8) (Optional) Tiny correlation heatmap

Use 4.2 for full heatmaps/pairplots. Here’s a tiny demo with numeric columns (plus log(Vitamin_D) if present).

num2 = df.select_dtypes(include=[np.number]).copy()
if 'Vitamin_D' in num2.columns:
    num2['Vitamin_D_log'] = np.log(num2['Vitamin_D'] + 1e-6)
if num2.shape[1] >= 2:
    corr_pear = num2.corr(numeric_only=True, method='pearson')
    plt.figure(figsize=(5,4))
    sns.heatmap(corr_pear, annot=True, fmt='.2f', vmin=-1, vmax=1, cmap='coolwarm')
    plt.title('Pearson correlations (tiny demo)')
    plt.tight_layout(); plt.show()
else:
    print('Not enough numeric variables for a small heatmap. See 4.2 for richer visuals.')

🧪 Exercises

Pearson vs Spearman vs Kendall
- Pick two numeric variables (e.g., Vitamin_D and Time).
- Compute all three correlations.

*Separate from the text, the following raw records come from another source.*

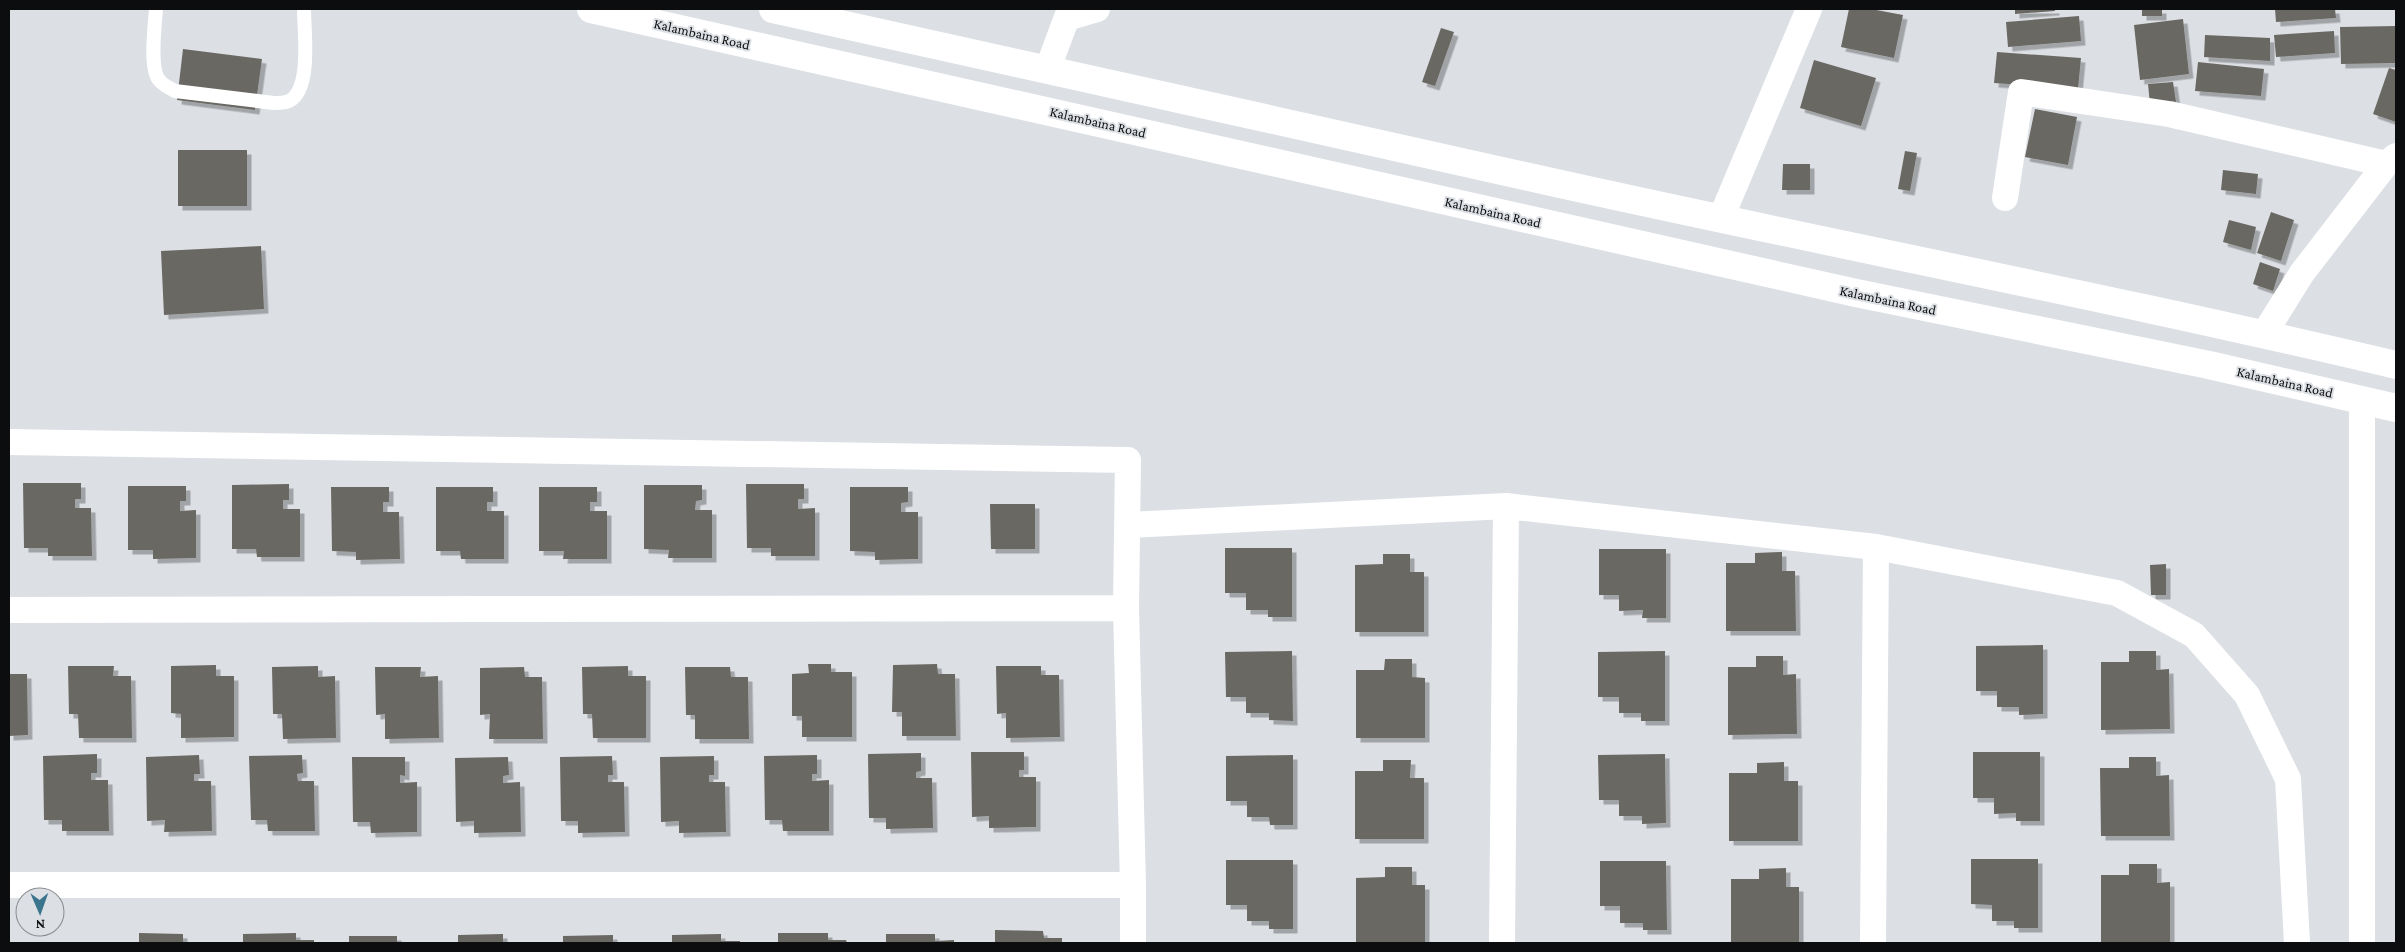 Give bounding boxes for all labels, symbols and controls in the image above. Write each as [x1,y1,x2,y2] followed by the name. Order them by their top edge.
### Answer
[652,15,752,53] street label: Kalambaina Road
[1048,103,1148,141] street label: Kalambaina Road
[1443,193,1543,231] street label: Kalambaina Road
[1838,282,1938,318] street label: Kalambaina Road
[2235,363,2335,401] street label: Kalambaina Road
[15,887,65,937] north arrow
[35,917,46,933] text: N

Which is largest? Are p-values consistent?
Point-biserial
- If you have a binary subgroup (e.g., a dichotomised Outcome), compute the point-biserial with Vitamin_D.
- Interpret the sign (which group tends to be higher?).
Bootstrap CI + Permutation test
- Build a bootstrap CI for Pearson r between two variables of your choice.
- Run a permutation test; compare p-values with pearsonr’s parametric p-value.
Partial correlation
- Control for Group when relating Vitamin_D and Time.
- Does controlling for Group change the strength noticeably?
Non-linear
- Compute MI and dCor for Vitamin_D vs Time (or another numeric pair).
- Use permutation p-values; compare to Pearson/Spearman conclusions.

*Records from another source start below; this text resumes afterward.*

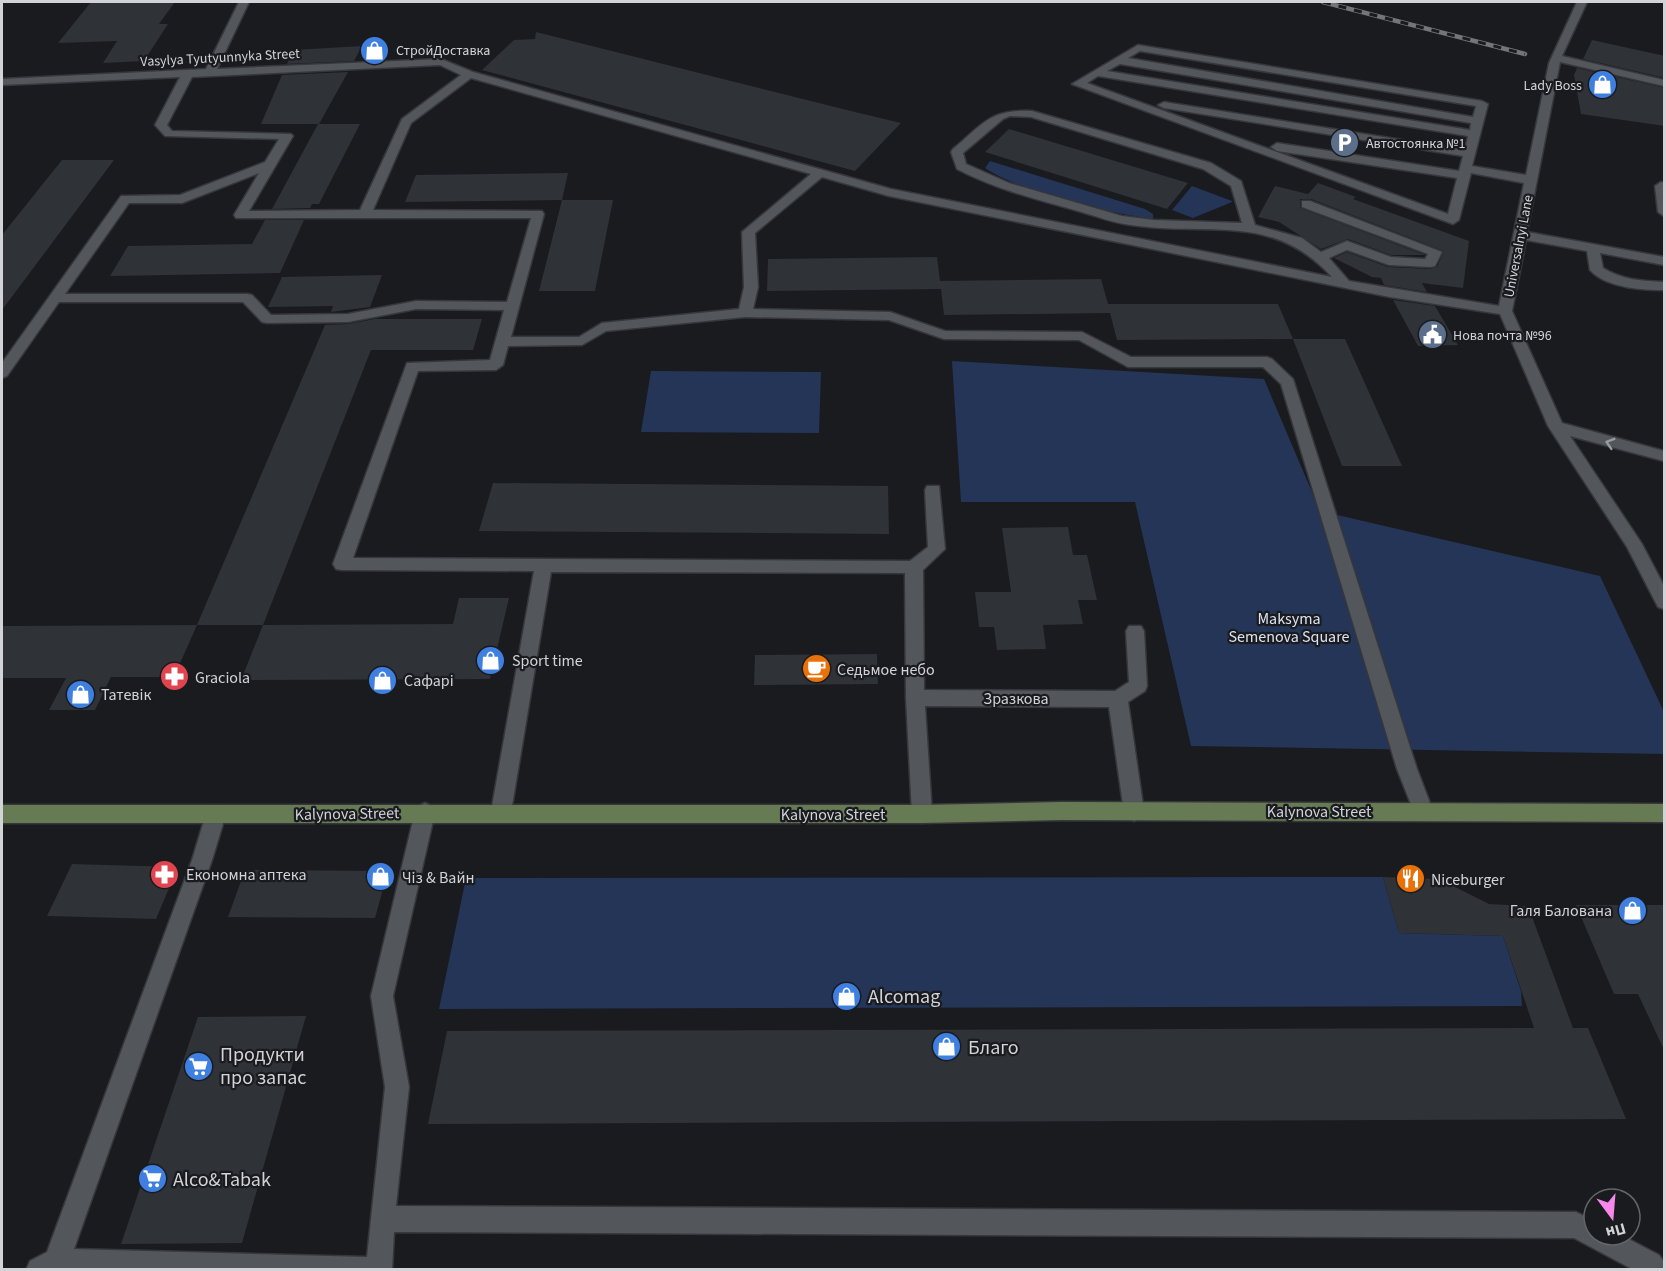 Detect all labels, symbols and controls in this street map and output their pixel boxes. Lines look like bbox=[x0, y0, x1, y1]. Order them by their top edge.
shop icon: СтройДоставка bbox=[359, 34, 391, 66]
place label: СтройДоставка bbox=[396, 41, 490, 61]
street label: Vasylya Tyutyunnyka Street bbox=[140, 44, 301, 72]
shop icon: Lady Boss bbox=[1587, 69, 1619, 101]
place label: Lady Boss bbox=[1524, 76, 1582, 96]
parking icon: Автостоянка №1 bbox=[1329, 127, 1361, 159]
place label: Автостоянка №1 bbox=[1366, 134, 1465, 154]
street label: Universalnyi Lane bbox=[1499, 193, 1539, 299]
public building icon: Нова почта №96 bbox=[1416, 319, 1448, 351]
place label: Нова почта №96 bbox=[1453, 326, 1552, 346]
one-way arrow bbox=[1605, 438, 1616, 450]
park label: Maksyma Semenova Square bbox=[1229, 608, 1350, 648]
shop icon: Sport time bbox=[475, 644, 507, 676]
place label: Sport time bbox=[512, 650, 583, 672]
cafe icon: Седьмое небо bbox=[800, 653, 832, 685]
place label: Седьмое небо bbox=[837, 659, 935, 681]
pharmacy icon: Graciola bbox=[158, 661, 190, 693]
shop icon: Сафарі bbox=[367, 664, 399, 696]
place label: Graciola bbox=[195, 667, 250, 689]
place label: Сафарі bbox=[404, 670, 454, 692]
shop icon: Татевік bbox=[64, 678, 96, 710]
place label: Татевік bbox=[101, 684, 151, 706]
street label: Зразкова bbox=[983, 688, 1049, 710]
street label: Kalynova Street bbox=[1267, 801, 1372, 823]
street label: Kalynova Street bbox=[294, 802, 400, 826]
street label: Kalynova Street bbox=[781, 804, 886, 826]
pharmacy icon: Економна аптека bbox=[149, 858, 181, 890]
shop icon: Чіз & Вайн bbox=[365, 861, 397, 893]
restaurant icon: Niceburger bbox=[1394, 863, 1426, 895]
place label: Економна аптека bbox=[186, 864, 307, 886]
place label: Чіз & Вайн bbox=[402, 867, 474, 889]
place label: Niceburger bbox=[1431, 869, 1505, 891]
shop icon: Галя Балована bbox=[1617, 894, 1649, 926]
place label: Галя Балована bbox=[1510, 900, 1612, 922]
shop icon: Alcomag bbox=[831, 980, 863, 1012]
place label: Alcomag bbox=[868, 983, 940, 1011]
shop icon: Благо bbox=[931, 1031, 963, 1063]
place label: Благо bbox=[968, 1034, 1019, 1062]
place label: Продукти про запас bbox=[220, 1041, 306, 1092]
supermarket icon: Продукти про запас bbox=[183, 1050, 215, 1082]
supermarket icon: Alco&Tabak bbox=[136, 1163, 168, 1195]
place label: Alco&Tabak bbox=[173, 1166, 271, 1194]
north arrow bbox=[1582, 1187, 1642, 1247]
text: Пн bbox=[1603, 1217, 1628, 1244]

🔗 Need distribution checks and log reasoning? See 4.1.
🔗 Need broad visual overviews (pair plots/heatmaps)? See 4.2.

✅ Conclusion

You quantified associations via Pearson/Spearman/Kendall, handled binary–numeric with point-biserial, and added uncertainty (bootstrap CI), a non-parametric significance check (permutation), a simple partial correlation, and nonlinear association metrics (MI, dCor). You’re ready to proceed to inferential comparisons and models.